Per quanto riguarda l’imposizione erariale, cioè che non va ai Comuni, la situazione non è soddisfacente. Il peso della tassazione sui trasferimenti degli immobili è troppo alta, e quella sugli affitti soffre di  una cospicua evasione, anche dopo l’introduzione della cedolare secca sugli affitti delle abitazioni. La soluzione proposta da Nens è di ridurre sensibilmente il prelievo sui trasferimenti, di abolire quello sugli affitti, introducendo un’imposta a carattere progressivo sull’insieme del patrimonio immobiliare dei nuclei familiari.

Come nel caso dell’imposta di solidarietà francese, è  prevista una fascia esente, e  le aliquote sono a scaglioni e raggiungono l’ 1% per valori superiori ai cinque milioni. Nell’articolo di Fernando Di Nicola in questo numero del Menabò si suggerisce un’ipotesi di inserimento dei redditi figurativi di mercato nell’Irpef; è un’ipotesi alternativa che va esplorata.
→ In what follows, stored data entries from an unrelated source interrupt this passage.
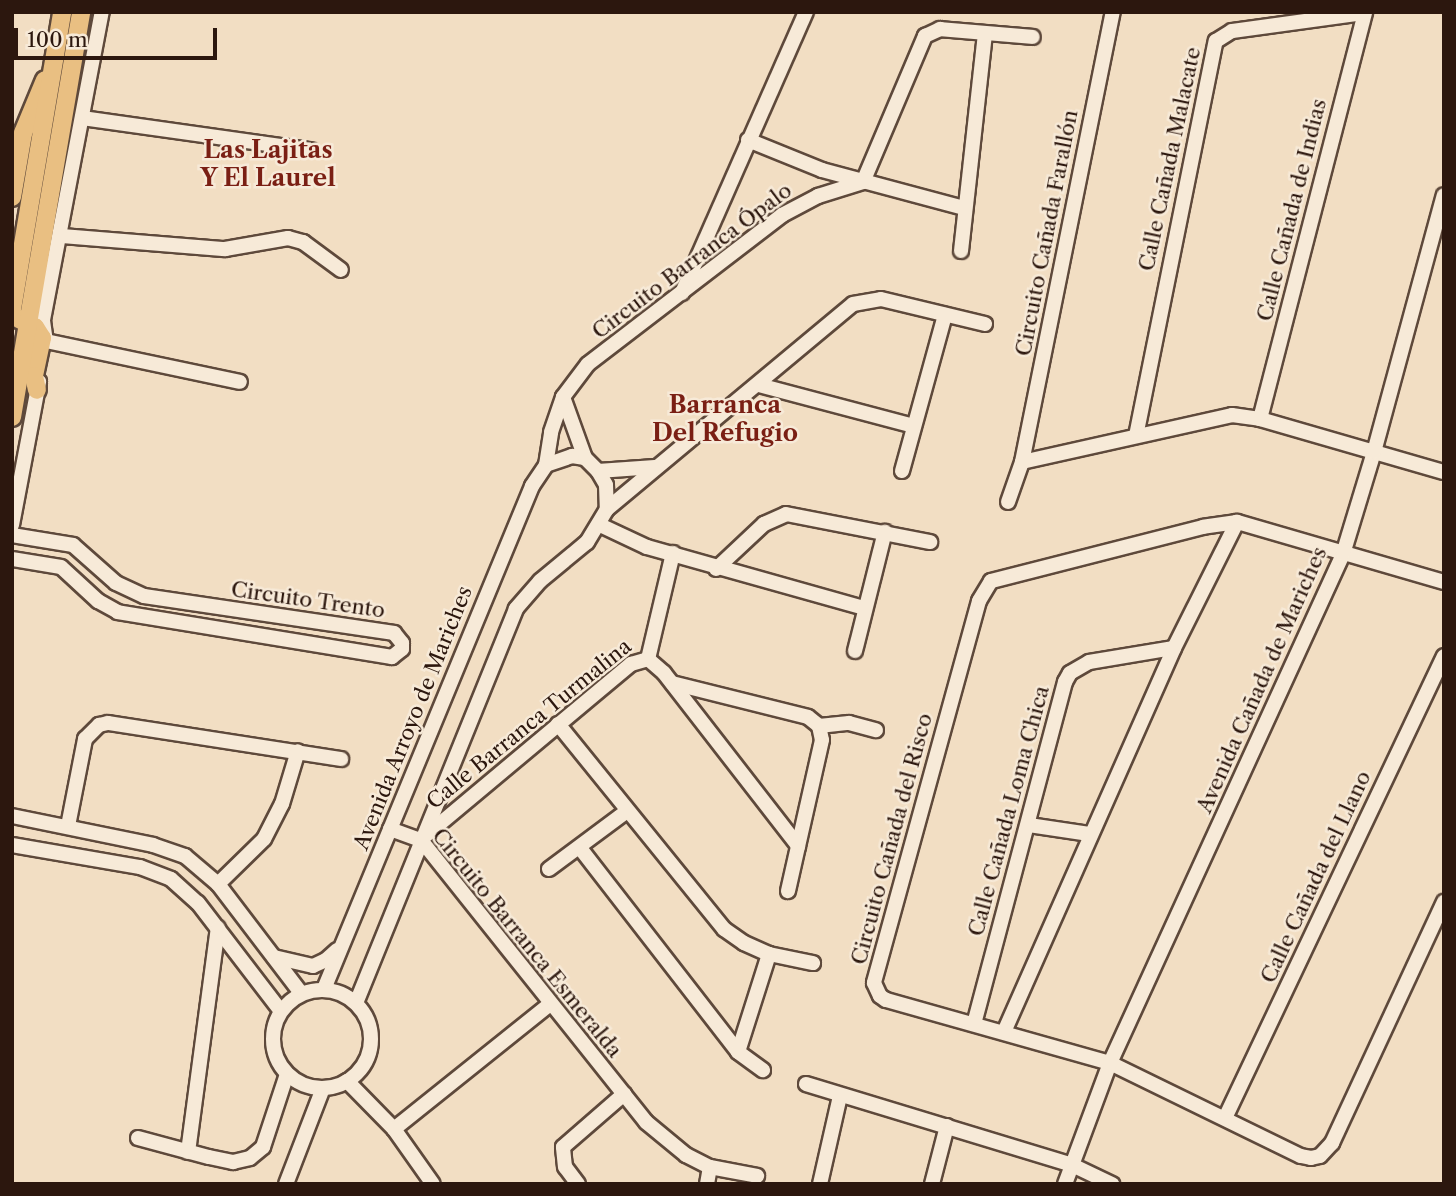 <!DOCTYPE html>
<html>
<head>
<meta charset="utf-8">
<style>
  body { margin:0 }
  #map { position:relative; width:1456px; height:1196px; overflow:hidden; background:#f2dec3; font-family:"Libre Caslon Text",serif }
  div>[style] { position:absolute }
  .roads { filter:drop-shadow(2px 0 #5e493b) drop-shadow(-2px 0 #5e493b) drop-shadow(0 2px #5e493b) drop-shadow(0 -2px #5e493b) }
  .minor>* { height:14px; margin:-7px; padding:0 7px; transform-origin:7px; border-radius:7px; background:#f7ead8 }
  .minor>.ring { margin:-7px; padding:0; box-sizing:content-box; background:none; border:14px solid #f7ead8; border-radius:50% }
  .major>* { height:18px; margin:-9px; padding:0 9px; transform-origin:9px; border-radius:9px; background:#e9bf82 }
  span { translate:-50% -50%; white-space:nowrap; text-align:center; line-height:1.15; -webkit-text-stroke:5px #f7ead8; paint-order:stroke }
  .street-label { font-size:21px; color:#2c170e }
  .quarter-label { font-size:24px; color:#7a1f14; font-weight:700 }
  .frame { position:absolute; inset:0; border:14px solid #2c170e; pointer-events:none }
  .scale { position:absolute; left:14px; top:28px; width:203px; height:32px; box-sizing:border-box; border:4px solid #2c170e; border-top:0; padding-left:9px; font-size:21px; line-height:24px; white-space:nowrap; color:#2c170e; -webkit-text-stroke:5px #f7ead8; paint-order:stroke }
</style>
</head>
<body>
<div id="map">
  <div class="roads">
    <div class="minor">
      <i style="left:82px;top:118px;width:231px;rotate:8deg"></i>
      <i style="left:748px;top:140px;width:80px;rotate:22.1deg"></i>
      <i style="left:822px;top:170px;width:147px;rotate:15deg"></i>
      <i style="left:62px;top:236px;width:164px;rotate:4.6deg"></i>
      <i style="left:225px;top:249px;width:64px;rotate:-9.9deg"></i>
      <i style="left:288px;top:238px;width:16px;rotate:15deg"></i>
      <i style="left:303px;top:242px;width:47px;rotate:36.4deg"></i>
      <i style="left:961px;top:251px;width:218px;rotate:-83.7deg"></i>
      <i style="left:682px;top:293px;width:307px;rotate:-66.2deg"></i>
      <i style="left:46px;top:341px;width:198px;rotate:11.9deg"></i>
      <i style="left:46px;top:342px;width:22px;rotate:-98deg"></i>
      <i style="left:43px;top:320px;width:314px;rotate:-79.2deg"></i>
      <i style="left:759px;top:385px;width:160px;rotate:14.8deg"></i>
      <i style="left:563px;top:397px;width:65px;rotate:70.2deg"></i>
      <i style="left:1260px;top:419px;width:420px;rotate:-75.5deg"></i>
      <i style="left:1136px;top:436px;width:403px;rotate:-78.6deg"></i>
      <i style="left:1216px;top:41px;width:19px;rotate:-32deg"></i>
      <i style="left:1232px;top:31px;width:133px;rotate:-7.8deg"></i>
      <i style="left:1022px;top:462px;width:215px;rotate:-12.6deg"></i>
      <i style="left:1232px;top:415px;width:28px;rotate:8deg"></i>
      <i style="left:1260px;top:419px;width:191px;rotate:16.1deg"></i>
      <i style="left:546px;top:465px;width:33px;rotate:-81deg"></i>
      <i style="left:551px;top:432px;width:37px;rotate:-71deg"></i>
      <i style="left:563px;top:397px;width:41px;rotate:-52.9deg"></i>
      <i style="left:588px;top:364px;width:245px;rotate:-37.5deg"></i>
      <i style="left:782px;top:215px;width:41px;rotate:-27.8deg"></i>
      <i style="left:818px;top:196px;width:47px;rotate:-17.3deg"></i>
      <i style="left:863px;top:182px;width:159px;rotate:-67deg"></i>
      <i style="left:925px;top:36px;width:17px;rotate:-25deg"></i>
      <i style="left:940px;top:29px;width:93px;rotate:4.9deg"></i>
      <i style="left:598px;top:471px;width:57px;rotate:-4deg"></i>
      <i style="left:902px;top:471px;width:162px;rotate:-74.6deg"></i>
      <i style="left:1008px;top:502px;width:42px;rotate:-70.7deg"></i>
      <i style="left:1022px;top:462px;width:459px;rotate:-78.6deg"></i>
      <i style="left:607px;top:509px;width:320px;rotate:-39.8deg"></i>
      <i style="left:853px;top:304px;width:28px;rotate:-10deg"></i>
      <i style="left:881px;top:299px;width:107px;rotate:13.5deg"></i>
      <i style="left:12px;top:525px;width:146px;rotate:-79.3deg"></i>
      <i style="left:600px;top:525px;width:52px;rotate:25.1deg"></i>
      <i style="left:647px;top:547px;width:225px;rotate:15.7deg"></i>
      <i style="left:12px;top:535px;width:62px;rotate:9.3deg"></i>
      <i style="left:73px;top:545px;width:57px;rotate:41.5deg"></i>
      <i style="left:116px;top:583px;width:31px;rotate:25deg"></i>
      <i style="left:144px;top:596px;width:253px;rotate:8.4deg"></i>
      <i style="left:394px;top:633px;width:13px;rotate:51deg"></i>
      <i style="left:402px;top:643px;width:6px;rotate:90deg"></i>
      <i style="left:402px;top:649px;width:13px;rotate:141deg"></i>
      <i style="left:392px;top:657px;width:278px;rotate:-170.7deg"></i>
      <i style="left:118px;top:612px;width:23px;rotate:-151deg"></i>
      <i style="left:98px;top:601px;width:50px;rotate:-137.4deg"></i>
      <i style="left:61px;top:567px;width:50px;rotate:-170.7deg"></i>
      <i style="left:716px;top:569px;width:66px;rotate:-43.2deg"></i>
      <i style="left:764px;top:524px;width:24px;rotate:-24deg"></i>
      <i style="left:786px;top:514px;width:147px;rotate:11deg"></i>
      <i style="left:1444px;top:582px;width:216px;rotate:-163.8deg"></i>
      <i style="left:1237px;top:522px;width:34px;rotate:172deg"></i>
      <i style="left:1203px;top:527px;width:219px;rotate:165.7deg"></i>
      <i style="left:991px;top:581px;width:23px;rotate:121deg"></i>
      <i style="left:979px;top:601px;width:396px;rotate:105.4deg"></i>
      <i style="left:874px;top:983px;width:14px;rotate:65deg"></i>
      <i style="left:880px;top:996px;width:7px;rotate:34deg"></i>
      <i style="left:886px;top:1000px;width:233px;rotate:15.7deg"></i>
      <i style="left:1110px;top:1063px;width:212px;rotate:26deg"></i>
      <i style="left:1301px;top:1156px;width:10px;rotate:11deg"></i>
      <i style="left:1311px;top:1158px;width:9px;rotate:-13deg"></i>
      <i style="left:1320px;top:1156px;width:18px;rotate:-47deg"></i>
      <i style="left:1332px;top:1143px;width:266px;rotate:-65.1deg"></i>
      <i style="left:855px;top:651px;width:123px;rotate:-75.9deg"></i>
      <i style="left:648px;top:659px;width:21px;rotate:41deg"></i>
      <i style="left:664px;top:673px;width:219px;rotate:52.2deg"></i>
      <i style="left:648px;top:659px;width:109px;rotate:-76.7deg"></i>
      <i style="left:672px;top:683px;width:140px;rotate:14deg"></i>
      <i style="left:808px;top:717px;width:14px;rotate:39deg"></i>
      <i style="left:819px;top:726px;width:14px;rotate:78deg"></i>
      <i style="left:822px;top:740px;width:155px;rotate:102.7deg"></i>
      <i style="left:558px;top:724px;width:264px;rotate:51deg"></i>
      <i style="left:724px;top:929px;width:24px;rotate:35deg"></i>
      <i style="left:744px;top:943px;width:27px;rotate:24deg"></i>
      <i style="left:769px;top:954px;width:45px;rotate:11.6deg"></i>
      <i style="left:819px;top:726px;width:30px;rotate:-6deg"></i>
      <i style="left:849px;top:723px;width:28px;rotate:15deg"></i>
      <i style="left:12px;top:816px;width:144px;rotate:11.6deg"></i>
      <i style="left:153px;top:845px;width:34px;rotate:19deg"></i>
      <i style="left:185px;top:856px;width:43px;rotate:40.3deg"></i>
      <i style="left:218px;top:884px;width:137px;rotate:52.7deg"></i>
      <i style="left:1029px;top:825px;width:61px;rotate:8.5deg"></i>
      <i style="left:68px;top:826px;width:89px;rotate:-78.9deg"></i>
      <i style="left:85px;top:739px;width:20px;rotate:-45deg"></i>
      <i style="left:99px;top:725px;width:9px;rotate:-13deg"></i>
      <i style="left:108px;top:723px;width:236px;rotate:8.8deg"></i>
      <i style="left:390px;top:829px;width:33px;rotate:20deg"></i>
      <i style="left:421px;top:840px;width:361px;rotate:51.4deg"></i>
      <i style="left:646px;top:1122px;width:52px;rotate:39.5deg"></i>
      <i style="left:686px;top:1155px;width:27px;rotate:27deg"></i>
      <i style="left:710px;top:1167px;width:48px;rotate:10.8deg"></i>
      <i style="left:424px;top:837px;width:270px;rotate:-39.9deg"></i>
      <i style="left:631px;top:664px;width:18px;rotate:-16deg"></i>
      <i style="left:12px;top:845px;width:130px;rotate:9.8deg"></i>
      <i style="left:140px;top:867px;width:33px;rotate:21deg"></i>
      <i style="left:171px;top:879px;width:36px;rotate:42deg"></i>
      <i style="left:198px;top:903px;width:136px;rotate:52.5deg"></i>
      <i style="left:580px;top:848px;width:258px;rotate:52.2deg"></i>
      <i style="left:738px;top:1052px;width:31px;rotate:36deg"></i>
      <i style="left:549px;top:869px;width:97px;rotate:-36.6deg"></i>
      <i style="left:218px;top:884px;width:64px;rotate:-44.4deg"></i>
      <i style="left:264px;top:839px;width:39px;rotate:-63deg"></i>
      <i style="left:282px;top:804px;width:55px;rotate:-73.2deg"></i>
      <i style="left:274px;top:957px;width:40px;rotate:13deg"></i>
      <i style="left:313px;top:966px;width:14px;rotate:-25deg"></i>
      <i style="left:326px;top:960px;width:15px;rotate:-42deg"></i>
      <i style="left:324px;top:989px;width:544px;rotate:-67.53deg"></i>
      <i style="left:532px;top:486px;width:25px;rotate:-56deg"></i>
      <i style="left:546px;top:465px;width:28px;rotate:-19deg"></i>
      <i style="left:572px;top:456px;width:13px;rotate:9deg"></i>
      <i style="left:585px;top:458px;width:18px;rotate:45deg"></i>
      <i style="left:598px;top:471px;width:16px;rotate:60deg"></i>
      <i style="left:606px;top:485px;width:24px;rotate:88deg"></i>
      <i style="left:607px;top:509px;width:39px;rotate:121deg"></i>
      <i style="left:587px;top:542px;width:61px;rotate:140.3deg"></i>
      <i style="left:540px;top:581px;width:37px;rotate:131deg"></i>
      <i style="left:516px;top:609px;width:425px;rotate:112.1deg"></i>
      <i class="ring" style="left:273px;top:990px;width:84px;height:84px"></i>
      <i style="left:974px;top:1024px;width:354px;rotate:-75.1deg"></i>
      <i style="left:1065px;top:682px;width:10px;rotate:-61deg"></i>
      <i style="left:1070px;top:673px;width:22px;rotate:-30deg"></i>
      <i style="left:1089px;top:662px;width:86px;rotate:-9.4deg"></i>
      <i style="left:1004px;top:1032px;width:420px;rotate:-66.1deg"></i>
      <i style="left:1174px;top:648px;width:141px;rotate:-63.4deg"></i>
      <i style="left:738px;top:1052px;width:103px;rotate:-72.4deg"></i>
      <i style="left:347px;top:1081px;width:67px;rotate:45.6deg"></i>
      <i style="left:394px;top:1129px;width:67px;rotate:54.7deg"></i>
      <i style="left:806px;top:1084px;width:276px;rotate:16.9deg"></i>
      <i style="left:1070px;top:1164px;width:47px;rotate:25.5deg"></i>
      <i style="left:1226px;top:1116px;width:509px;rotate:-64.64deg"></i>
      <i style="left:394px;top:1129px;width:200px;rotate:-38.7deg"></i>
      <i style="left:138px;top:1138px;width:73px;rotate:15deg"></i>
      <i style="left:209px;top:1157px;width:25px;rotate:12deg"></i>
      <i style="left:233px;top:1162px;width:17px;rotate:-13deg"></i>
      <i style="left:250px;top:1158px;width:17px;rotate:-40deg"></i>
      <i style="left:263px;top:1147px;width:77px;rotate:-71.8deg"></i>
      <i style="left:188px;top:1152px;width:226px;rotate:-82.4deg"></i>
      <i style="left:286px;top:1184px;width:103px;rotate:-68.9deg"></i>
      <i style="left:578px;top:1184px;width:21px;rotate:-127deg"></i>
      <i style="left:565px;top:1167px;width:20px;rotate:-96deg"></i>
      <i style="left:563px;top:1147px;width:81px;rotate:-41deg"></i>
      <i style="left:707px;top:1184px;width:17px;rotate:-80deg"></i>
      <i style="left:820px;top:1184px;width:90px;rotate:-77.2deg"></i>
      <i style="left:932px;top:1184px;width:60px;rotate:-75.5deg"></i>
      <i style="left:1065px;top:1184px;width:129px;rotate:-69.6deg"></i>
      <i style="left:1110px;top:1063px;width:560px;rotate:-65.4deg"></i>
      <i style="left:1343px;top:554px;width:107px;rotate:-73.1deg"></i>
      <i style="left:1374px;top:452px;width:266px;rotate:-74.8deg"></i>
    </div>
    <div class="major">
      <i style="left:12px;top:197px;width:65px;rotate:-80.2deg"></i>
      <i style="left:23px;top:133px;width:57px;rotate:-67.5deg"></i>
      <i style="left:12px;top:309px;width:301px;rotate:-80.4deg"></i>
      <i style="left:19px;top:319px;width:18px;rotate:27deg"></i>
      <i style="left:35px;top:327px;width:13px;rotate:58deg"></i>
      <i style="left:42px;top:338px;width:39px;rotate:102deg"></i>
      <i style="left:34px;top:376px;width:14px;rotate:78deg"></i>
      <i style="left:12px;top:417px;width:411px;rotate:-80.3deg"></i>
    </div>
  </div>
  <div class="street-label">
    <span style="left:1170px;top:159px;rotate:-78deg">Calle Cañada Malacate</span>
    <span style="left:1292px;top:210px;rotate:-76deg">Calle Cañada de Indias</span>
    <span style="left:1047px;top:233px;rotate:-79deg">Circuito Cañada Farallón</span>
    <span style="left:692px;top:261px;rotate:-37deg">Circuito Barranca Ópalo</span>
    <span style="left:308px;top:600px;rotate:8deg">Circuito Trento</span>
    <span style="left:1262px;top:680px;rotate:-66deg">Avenida Cañada de Mariches</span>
    <span style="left:413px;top:718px;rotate:-68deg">Avenida Arroyo de Mariches</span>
    <span style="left:529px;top:724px;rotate:-39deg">Calle Barranca Turmalina</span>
    <span style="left:1009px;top:811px;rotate:-75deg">Calle Cañada Loma Chica</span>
    <span style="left:892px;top:839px;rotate:-75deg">Circuito Cañada del Risco</span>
    <span style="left:1316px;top:877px;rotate:-65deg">Calle Cañada del Llano</span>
    <span style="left:527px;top:943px;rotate:51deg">Circuito Barranca Esmeralda</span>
  </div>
  <div class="quarter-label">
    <span style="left:268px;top:164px">Las Lajitas<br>Y El Laurel</span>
    <span style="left:725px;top:419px">Barranca<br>Del Refugio</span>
  </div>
  <div class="frame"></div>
  <div class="scale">100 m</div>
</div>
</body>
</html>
Secondo Di Nicola la proposta Nens sarebbe troppo sbilanciata a favore della fascia più alta delle famiglie. Se è così, si dovrebbe prevedere un aumento dell’imposta progressiva, riducendo la soglia esente, ed aumentando le aliquote degli scaglioni; anche le aliquote dell’imposizione immobiliare e la detrazione possono essere modificate per accentuare l’effetto di progressività.

In entrambi i casi (la patrimoniale secondo Nens o l’inserimento in Irpef secondo Di Nicola) viene comunque superata l’idea di imposizione degli affitti sulla base dei valori dichiarati, che risultano spesso molto inferiori al vero o assenti del tutto. Passare ai valori degli immobili, o a rendimenti di mercato stimati, secondo un tasso applicato ai valori, permetterebbe di risolvere il problema dell’evasione.